━━ Dataset excerpts

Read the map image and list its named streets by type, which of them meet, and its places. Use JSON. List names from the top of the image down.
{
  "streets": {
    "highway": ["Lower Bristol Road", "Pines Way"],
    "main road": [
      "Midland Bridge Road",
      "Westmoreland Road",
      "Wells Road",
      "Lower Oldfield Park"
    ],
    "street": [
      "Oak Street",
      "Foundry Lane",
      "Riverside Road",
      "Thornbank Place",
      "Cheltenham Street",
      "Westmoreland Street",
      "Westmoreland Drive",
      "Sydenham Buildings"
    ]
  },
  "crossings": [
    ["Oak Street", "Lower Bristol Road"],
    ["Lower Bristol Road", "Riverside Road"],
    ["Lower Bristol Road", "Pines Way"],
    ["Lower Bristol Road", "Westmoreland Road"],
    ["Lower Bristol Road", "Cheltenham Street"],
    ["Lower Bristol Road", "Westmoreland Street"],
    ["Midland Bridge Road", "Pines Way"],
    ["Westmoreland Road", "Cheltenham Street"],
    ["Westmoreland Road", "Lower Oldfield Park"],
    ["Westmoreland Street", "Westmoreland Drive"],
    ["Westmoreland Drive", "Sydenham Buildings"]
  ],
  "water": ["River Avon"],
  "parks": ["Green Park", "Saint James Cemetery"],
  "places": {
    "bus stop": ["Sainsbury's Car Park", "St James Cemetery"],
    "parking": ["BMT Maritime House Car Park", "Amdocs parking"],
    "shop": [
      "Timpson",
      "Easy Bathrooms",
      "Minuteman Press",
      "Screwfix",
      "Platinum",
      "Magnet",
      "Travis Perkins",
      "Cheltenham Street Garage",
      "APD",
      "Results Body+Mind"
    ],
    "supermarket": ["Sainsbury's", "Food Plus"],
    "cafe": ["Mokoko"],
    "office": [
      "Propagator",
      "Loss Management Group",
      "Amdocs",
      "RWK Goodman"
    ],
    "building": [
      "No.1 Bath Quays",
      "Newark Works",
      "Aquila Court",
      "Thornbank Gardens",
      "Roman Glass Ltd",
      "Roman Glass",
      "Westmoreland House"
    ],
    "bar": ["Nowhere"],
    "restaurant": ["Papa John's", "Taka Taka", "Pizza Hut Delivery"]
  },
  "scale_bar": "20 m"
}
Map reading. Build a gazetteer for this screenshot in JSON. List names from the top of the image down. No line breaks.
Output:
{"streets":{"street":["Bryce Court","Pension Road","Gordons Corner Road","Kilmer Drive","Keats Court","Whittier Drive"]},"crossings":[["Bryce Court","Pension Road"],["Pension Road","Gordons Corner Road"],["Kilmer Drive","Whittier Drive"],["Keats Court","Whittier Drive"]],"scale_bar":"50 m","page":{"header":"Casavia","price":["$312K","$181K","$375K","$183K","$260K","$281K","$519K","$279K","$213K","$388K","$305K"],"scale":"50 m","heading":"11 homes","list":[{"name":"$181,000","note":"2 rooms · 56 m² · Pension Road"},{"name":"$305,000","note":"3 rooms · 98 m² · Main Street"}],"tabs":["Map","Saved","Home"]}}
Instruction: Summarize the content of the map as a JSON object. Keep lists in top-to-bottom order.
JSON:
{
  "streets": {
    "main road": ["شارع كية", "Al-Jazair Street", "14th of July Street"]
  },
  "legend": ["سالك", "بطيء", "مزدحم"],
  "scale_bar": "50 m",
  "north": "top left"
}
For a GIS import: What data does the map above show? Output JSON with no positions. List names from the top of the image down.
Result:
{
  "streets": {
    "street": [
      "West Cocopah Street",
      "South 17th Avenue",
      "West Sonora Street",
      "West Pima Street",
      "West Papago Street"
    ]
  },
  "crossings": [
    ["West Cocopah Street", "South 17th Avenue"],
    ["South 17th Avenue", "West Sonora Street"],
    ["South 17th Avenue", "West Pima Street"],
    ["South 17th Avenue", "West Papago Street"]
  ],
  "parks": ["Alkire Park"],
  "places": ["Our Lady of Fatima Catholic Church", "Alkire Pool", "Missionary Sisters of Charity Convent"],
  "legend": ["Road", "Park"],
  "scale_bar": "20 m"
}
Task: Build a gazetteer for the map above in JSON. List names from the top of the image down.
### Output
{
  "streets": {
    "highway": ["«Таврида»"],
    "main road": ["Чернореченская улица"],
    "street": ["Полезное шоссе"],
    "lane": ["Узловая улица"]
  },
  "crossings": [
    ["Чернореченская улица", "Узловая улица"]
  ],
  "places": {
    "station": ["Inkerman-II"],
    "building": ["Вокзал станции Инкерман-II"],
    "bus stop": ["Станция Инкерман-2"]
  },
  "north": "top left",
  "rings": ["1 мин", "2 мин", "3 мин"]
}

━━━━

__Task directions__. Among the lines above, find those with the word "Pima" and list them.

__Written answer__.
      "West Pima Street",
    ["South 17th Avenue", "West Pima Street"],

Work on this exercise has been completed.